> Directions
Every line in the entries where "none" is found should be copied.

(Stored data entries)
============================================================
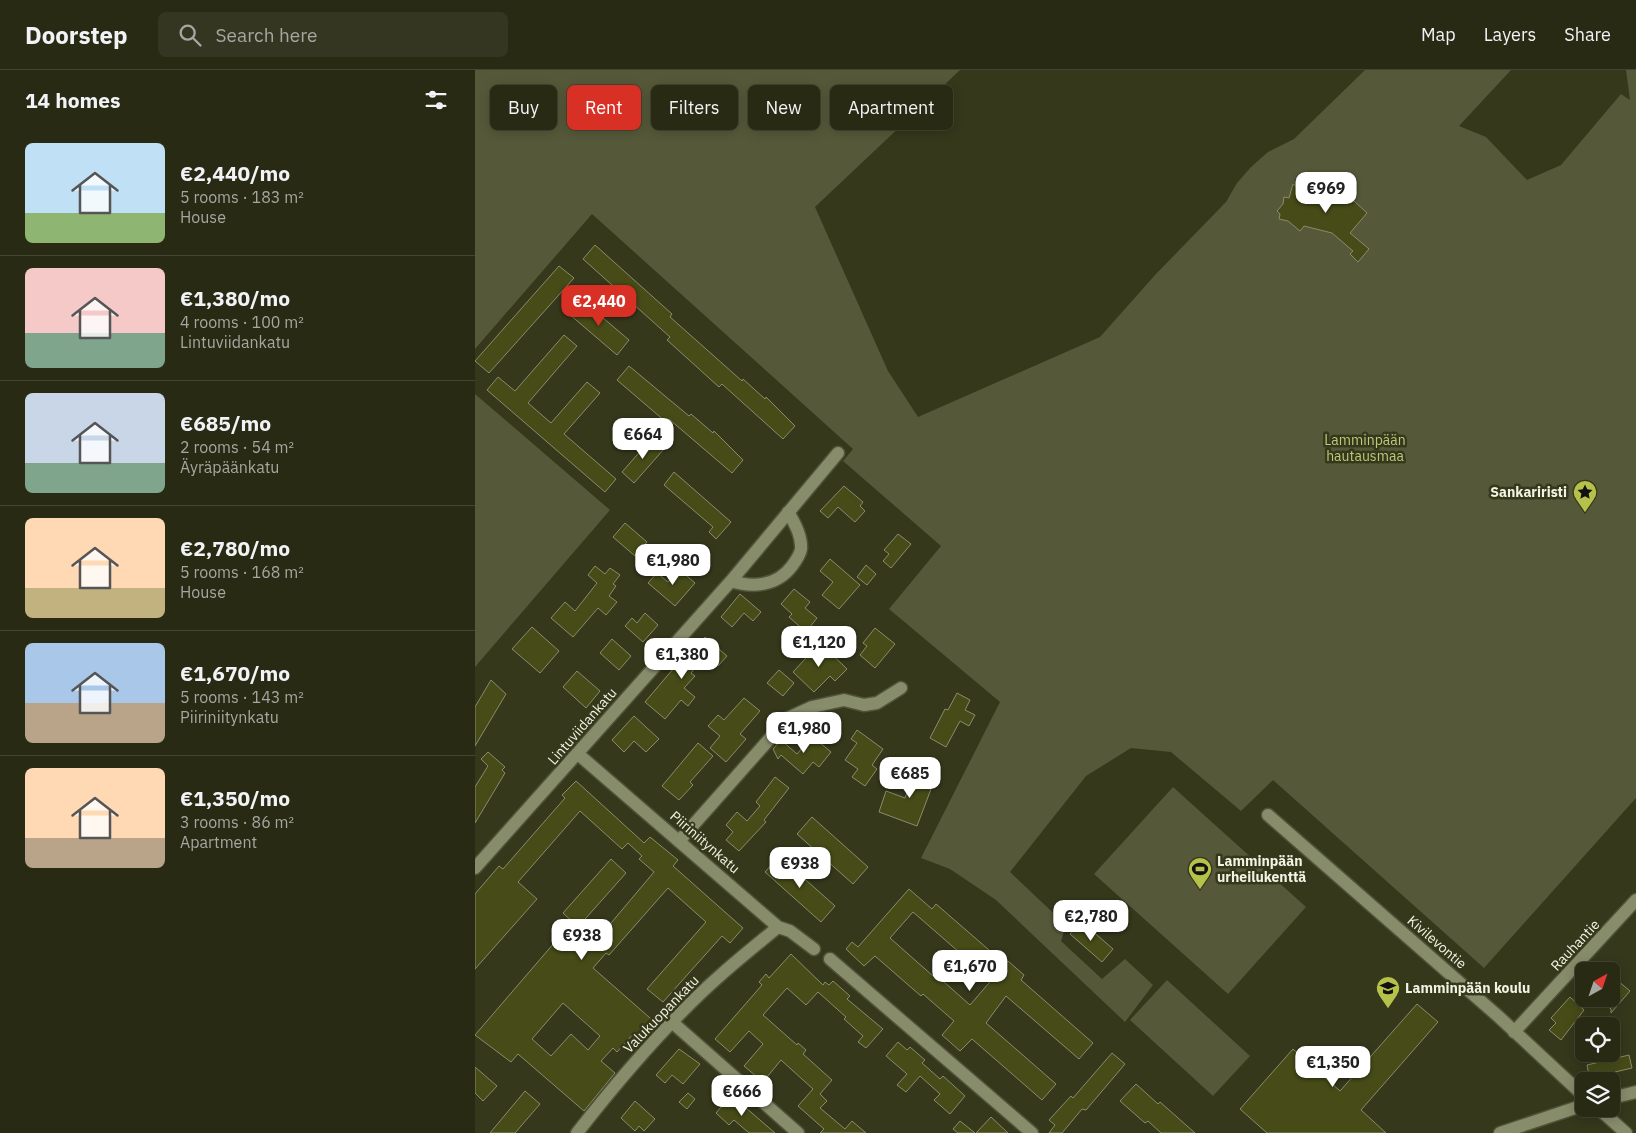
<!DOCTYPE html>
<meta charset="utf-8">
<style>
:root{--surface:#282a14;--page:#343622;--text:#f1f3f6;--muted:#a5a7a0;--line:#444634;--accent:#d93025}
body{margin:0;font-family:"IBM Plex Sans",sans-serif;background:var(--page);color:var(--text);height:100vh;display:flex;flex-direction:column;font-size:19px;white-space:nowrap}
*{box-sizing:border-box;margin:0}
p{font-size:16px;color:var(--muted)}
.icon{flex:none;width:28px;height:28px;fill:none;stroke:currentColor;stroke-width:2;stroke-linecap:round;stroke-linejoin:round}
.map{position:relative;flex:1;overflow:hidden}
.side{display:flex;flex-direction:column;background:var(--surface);width:475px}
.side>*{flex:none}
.top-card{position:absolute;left:15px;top:15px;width:475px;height:45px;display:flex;gap:10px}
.needle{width:32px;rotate:40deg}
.buttons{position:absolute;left:1100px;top:892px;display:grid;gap:10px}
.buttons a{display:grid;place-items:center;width:45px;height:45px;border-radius:8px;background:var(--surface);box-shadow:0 2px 12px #0003,0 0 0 1px var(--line);font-size:25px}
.price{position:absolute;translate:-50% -42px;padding:0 11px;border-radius:10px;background:#fff;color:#222;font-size:16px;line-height:32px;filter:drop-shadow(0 1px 2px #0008)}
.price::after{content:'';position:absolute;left:50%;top:30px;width:15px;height:11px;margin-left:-8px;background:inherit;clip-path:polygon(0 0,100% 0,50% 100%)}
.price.selected{background:var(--accent);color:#fff}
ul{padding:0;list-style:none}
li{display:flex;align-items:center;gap:15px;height:125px;padding:0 25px}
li+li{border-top:1px solid var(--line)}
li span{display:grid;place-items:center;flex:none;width:140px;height:100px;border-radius:8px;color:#555}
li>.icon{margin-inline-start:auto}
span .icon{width:60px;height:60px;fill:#fffc;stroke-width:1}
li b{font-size:21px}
h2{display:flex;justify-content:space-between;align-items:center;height:60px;padding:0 25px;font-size:21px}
.chip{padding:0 18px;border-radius:8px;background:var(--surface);box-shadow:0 2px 12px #0003,0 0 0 1px var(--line);font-size:18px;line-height:45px}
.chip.selected{background:var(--accent);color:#fff}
header{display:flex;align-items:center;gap:30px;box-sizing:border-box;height:70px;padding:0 25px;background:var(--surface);border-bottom:1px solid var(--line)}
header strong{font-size:24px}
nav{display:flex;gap:28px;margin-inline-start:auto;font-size:18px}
.search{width:350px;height:45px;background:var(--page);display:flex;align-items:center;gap:12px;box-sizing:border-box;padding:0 18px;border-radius:8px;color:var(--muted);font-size:19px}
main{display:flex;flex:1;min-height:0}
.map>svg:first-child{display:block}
.green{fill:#555939}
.building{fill:#464b18;stroke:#888d6c;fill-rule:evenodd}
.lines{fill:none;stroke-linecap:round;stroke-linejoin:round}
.minor-casing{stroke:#505239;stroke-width:15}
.minor{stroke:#878c6b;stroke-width:12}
.labels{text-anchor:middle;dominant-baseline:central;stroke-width:5;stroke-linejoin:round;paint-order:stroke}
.park-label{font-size:14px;fill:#bfc97a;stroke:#35381b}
.poi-label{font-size:14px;font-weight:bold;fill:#f1f4e2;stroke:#35381b;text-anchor:start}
.street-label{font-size:14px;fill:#f1f4e2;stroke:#35381b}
</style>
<header>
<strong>Doorstep</strong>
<div class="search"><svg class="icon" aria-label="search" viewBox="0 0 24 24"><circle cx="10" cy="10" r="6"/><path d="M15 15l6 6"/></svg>Search here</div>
<nav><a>Map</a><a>Layers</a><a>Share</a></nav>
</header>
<main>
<section class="side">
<h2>14 homes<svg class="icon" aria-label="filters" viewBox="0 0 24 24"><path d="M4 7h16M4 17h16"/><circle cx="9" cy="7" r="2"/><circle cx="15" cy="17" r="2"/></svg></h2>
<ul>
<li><span style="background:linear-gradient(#bfe0f5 70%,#8fb573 0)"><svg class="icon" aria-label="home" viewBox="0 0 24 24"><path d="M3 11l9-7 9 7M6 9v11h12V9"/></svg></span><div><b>€2,440/mo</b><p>5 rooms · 183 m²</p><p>House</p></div></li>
<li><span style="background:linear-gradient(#f6c9c9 65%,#7fa58c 0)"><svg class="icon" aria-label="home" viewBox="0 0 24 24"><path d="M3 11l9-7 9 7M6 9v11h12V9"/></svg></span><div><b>€1,380/mo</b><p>4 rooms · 100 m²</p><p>Lintuviidankatu</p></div></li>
<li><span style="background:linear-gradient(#c9d6e8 70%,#7fa58c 0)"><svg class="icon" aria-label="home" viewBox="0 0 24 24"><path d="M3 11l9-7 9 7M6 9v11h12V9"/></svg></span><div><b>€685/mo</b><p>2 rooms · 54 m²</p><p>Äyräpäänkatu</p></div></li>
<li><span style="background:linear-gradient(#ffd9b3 70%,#c2b280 0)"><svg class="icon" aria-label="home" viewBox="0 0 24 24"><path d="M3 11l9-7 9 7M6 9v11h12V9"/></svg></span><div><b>€2,780/mo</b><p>5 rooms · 168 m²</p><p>House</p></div></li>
<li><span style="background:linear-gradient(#a9c7e8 60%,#b9a48a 0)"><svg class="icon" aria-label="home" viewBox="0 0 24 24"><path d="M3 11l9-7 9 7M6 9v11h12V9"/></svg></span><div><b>€1,670/mo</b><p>5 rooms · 143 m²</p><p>Piiriniitynkatu</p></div></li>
<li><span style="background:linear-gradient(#ffd9b3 70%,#b9a48a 0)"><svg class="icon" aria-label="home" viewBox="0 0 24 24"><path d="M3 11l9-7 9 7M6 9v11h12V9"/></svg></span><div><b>€1,350/mo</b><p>3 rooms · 86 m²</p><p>Apartment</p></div></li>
</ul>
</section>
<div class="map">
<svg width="1161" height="1063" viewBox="0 0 1161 1063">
<rect width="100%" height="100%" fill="#35381b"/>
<!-- green -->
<path class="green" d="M0 0H485L340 137 413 301 443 347 625 267 680 205 751 132 762 113 776 97 793 82 819 69 890 0H1036L984 56 1011 67 1052 110 1086 95 1146 24 1155 30 1151 0H1161V728L1009 898 798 710 766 741 696 682 656 678 611 706 535 802 591 855 586 871 627 909 650 889 678 915 650 952 521 830 475 799 446 788 525 632 414 539 466 476 368 391 378 379 117 144 0 279Z
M0 324 135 440 0 597Z
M698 717 831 837 753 924 619 804Z
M692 910 775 986 738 1026 655 950Z"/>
<!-- building -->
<path class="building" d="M818 114 826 120 838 122 839 115 867 120 892 143 875 163 894 179 883 192 875 184 878 181 857 163 829 156 825 161 813 151 804 149 805 144 802 141 808 134 809 127 814 128Z
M120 175 197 244 195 247 267 311 268 309 290 329 291 327 320 356 308 369 247 314 244 317 192 270 195 267 108 189Z
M84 196 99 208 14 303 0 291Z
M107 230 154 270 142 285 94 244Z
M89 265 102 276 53 333 76 353 112 312 125 323 89 364 141 409 130 422 12 320 23 307 40 321Z
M154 296 214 346 216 344 238 363 239 361 268 390 257 403 194 349 191 352 142 310Z
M177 368 189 379 159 413 147 402Z
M199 402 256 452 241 469 234 462 238 457 189 415Z
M369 416 388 432 385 436 390 441 380 452 363 437 353 448 345 441Z
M150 453 172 472 160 486 138 467Z
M423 464 436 474 416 498 408 491 414 484 409 480Z
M355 489 385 515 364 539 347 525 358 512 345 501Z
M391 495 401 504 392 515 382 507Z
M120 496 130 504 135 498 145 505 138 514 141 516 134 526 142 532 131 545 123 538 98 567 76 548 90 532 100 541 122 513 113 505Z
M204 499 220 513 200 536 173 513 182 503 193 512Z
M319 519 335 532 330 538 342 548 331 562 314 547 317 544 306 534Z
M265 524 286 542 278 551 269 543 257 557 246 547Z
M170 543 183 555 168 572 150 556 157 548 162 553Z
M57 557 84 581 65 603 37 579Z
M400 558 420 574 400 598 385 585 392 576 388 573Z
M230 567 252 586 243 596 231 586 216 603 220 606 209 618 220 627 213 636 206 630 190 649 170 632 204 592 207 595Z
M137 569 156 586 144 600 125 583Z
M345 573 372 599 360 611 355 606 339 622 318 602Z
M304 600 319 613 308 626 292 613Z
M102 601 125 621 111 638 88 617Z
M16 610 31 624 0 676V637Z
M482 623 495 630 490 640 500 645 494 656 485 651 471 677 455 668 470 639 473 640Z
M269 628 285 641 265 664 271 669 251 692 235 678 245 666 233 656 243 645 249 650Z
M159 646 184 669 171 682 159 671 149 682 137 670Z
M382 660 408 679 397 695 402 699 390 716 377 707 383 699 370 690 382 673 376 669Z
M337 666 356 682 344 697 338 692 328 704 306 685 303 689 298 679 306 670 322 684Z
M223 673 238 686 215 712 218 715 204 730 187 716Z
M13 682 30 697 27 700 30 703 0 753V717L13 696 6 689Z
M441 699 461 706 442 756 404 742 411 721 430 728Z
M300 707 314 718 289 750 291 752 264 781 251 770 258 762 251 755 262 742 272 751 285 736 281 732Z
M101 711 169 773 175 767 203 790 198 796 268 858 255 873 247 866 188 932 172 919 231 852 193 818 134 885 131 883 118 898 183 955 169 970 160 962 142 982 138 978 126 991 140 1003 109 1041 43 984 36 992 0 965 92 858 115 878 179 802 164 789 167 786 153 773 147 779 105 741 43 812 62 829 0 899V824L24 796 28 799 90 728 87 725ZM88 933 125 966 113 980 96 964 76 986 57 969Z
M337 747 393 797 378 814 322 764Z
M304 786 360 836 346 852 290 802Z
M136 789 151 803 103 857 88 843Z
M434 819 457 839 461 834 514 880 500 896 438 842 415 868 458 906 460 904 495 935 533 891 549 905 546 910 618 973 604 989 531 926 511 953 581 1014 567 1030 497 969 485 981 467 965 479 951 448 924 446 926 400 886 389 896 371 879 377 872 383 877Z
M606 851 638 879 627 892 595 864Z
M316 884 348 915 350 912 354 915 358 911 375 926 372 929 408 959 391 978 383 972 388 966 369 949 371 947 343 922 331 935 312 918 288 945 322 975 323 973 331 980 328 984 357 1010 345 1024 352 1031 345 1038 370 1059 377 1051 391 1063H345L349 1059 323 1036 338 1019 306 990 288 1012 269 996 288 974 274 961 255 982 240 969 287 915 284 912 291 904 294 908Z
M1136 905 1155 921 1136 943V939L1124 929H1136Z
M1095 927 1109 940 1086 970 1074 960 1081 953 1076 948Z
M942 934 963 952 886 1040 911 1063H792L765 1039 818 979 865 1021Z
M423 972 432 980 435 977 450 990 447 993 465 1009 468 1006 490 1026 475 1044 459 1030 465 1024 445 1006 431 1022 422 1015 432 1004 411 986Z
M204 979 225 994 208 1014 197 1005 190 1013 181 1005Z
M637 983 650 994 611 1040 607 1039 587 1063H574L580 1055 574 1050 596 1026 598 1028Z
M1154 985 1157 998 1140 1002 1141 1006 1115 1011 1112 995Z
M0 997 22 1016 8 1031 0 1023Z
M661 1014 683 1034 685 1032 720 1063H686L673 1051 670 1053 645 1031Z
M50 1021 65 1034 40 1063H15Z
M213 1023 220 1029 212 1039 204 1032Z
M256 1025 300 1063H274L259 1050 254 1055 241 1043Z
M160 1031 180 1049 169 1061 164 1056 160 1061 146 1048Z
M516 1047 533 1063H501Z
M485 1051 500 1063H483L478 1059Z"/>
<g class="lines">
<!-- minor casing -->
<g class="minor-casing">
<path id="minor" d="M256 511C278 518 302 516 317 496 320 492 325 485 326 479 327 466 320 453 313 442
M103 684 303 857 315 861 339 879
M793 745 1024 947 1109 1026
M205 770 313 648 337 637 369 630 389 635 402 633 426 618
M0 798 256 511 363 383
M355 889 557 1063
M198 953 323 1063
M1039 962 1161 830
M1136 1028 1161 1022
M1124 1039 1151 1063
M102 1063C145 1008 195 949 248 903 266 887 285 872 303 857
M1025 1063 1109 1035"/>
</g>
<!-- minor -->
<use href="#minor" class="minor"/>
</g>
<!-- icons -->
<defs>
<g id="sight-pin" transform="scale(1.25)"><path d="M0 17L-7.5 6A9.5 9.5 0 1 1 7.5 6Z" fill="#b6c149" stroke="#35381b"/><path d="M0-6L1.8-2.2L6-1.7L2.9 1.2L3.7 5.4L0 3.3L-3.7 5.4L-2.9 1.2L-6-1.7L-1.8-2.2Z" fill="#111"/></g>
<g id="stadium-pin" transform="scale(1.25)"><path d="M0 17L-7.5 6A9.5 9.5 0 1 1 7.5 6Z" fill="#b6c149" stroke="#35381b"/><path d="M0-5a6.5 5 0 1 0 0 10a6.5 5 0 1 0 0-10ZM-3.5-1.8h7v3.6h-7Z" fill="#111"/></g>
<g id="school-pin" transform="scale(1.25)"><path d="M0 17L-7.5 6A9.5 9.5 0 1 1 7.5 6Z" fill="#b6c149" stroke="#35381b"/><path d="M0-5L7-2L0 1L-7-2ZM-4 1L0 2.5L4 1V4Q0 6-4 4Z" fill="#111"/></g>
</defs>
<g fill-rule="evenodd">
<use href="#sight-pin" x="1110" y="422"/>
<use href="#stadium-pin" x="725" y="799"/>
<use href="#school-pin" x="913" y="918"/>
</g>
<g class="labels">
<!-- park labels -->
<g class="park-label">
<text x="890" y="370">Lamminpään<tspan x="890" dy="16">hautausmaa</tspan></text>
</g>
<!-- poi labels -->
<g class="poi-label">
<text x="1092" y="422" text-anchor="end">Sankariristi</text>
<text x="742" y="791">Lamminpään<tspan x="742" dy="16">urheilukenttä</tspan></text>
<text x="930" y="918">Lamminpään koulu</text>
</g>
<!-- street labels -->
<g class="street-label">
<text transform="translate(107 656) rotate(-49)">Lintuviidankatu</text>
<text transform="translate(230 772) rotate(41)">Piiriniitynkatu</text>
<text transform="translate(962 872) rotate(41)">Kivilevontie</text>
<text transform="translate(1100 875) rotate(-47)">Rauhantie</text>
<text transform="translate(186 944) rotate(-46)">Valukuopankatu</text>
</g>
</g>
</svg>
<div class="buttons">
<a><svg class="needle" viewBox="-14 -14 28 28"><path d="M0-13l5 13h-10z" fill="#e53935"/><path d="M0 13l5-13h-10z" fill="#a5a7a0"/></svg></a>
<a><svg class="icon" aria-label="locate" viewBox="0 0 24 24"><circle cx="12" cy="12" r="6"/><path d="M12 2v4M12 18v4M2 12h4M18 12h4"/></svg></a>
<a><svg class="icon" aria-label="layers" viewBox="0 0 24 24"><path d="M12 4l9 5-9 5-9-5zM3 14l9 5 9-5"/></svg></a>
</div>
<b class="price" style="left:851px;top:144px">€969</b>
<b class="price selected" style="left:124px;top:257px">€2,440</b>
<b class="price" style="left:168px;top:390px">€664</b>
<b class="price" style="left:198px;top:516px">€1,980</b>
<b class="price" style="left:344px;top:598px">€1,120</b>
<b class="price" style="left:207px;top:610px">€1,380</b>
<b class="price" style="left:329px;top:684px">€1,980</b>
<b class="price" style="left:435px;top:729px">€685</b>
<b class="price" style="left:325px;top:819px">€938</b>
<b class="price" style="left:616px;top:872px">€2,780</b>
<b class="price" style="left:107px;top:891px">€938</b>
<b class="price" style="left:495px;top:922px">€1,670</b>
<b class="price" style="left:858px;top:1018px">€1,350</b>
<b class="price" style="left:267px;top:1047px">€666</b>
<div class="top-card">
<a class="chip">Buy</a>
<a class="chip selected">Rent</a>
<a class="chip">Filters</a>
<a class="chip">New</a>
<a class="chip">Apartment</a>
</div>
</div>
</main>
============================================================
> Result of this task
.icon{flex:none;width:28px;height:28px;fill:none;stroke:currentColor;stroke-width:2;stroke-linecap:round;stroke-linejoin:round}
.side>*{flex:none}
ul{padding:0;list-style:none}
li span{display:grid;place-items:center;flex:none;width:140px;height:100px;border-radius:8px;color:#555}
.lines{fill:none;stroke-linecap:round;stroke-linejoin:round}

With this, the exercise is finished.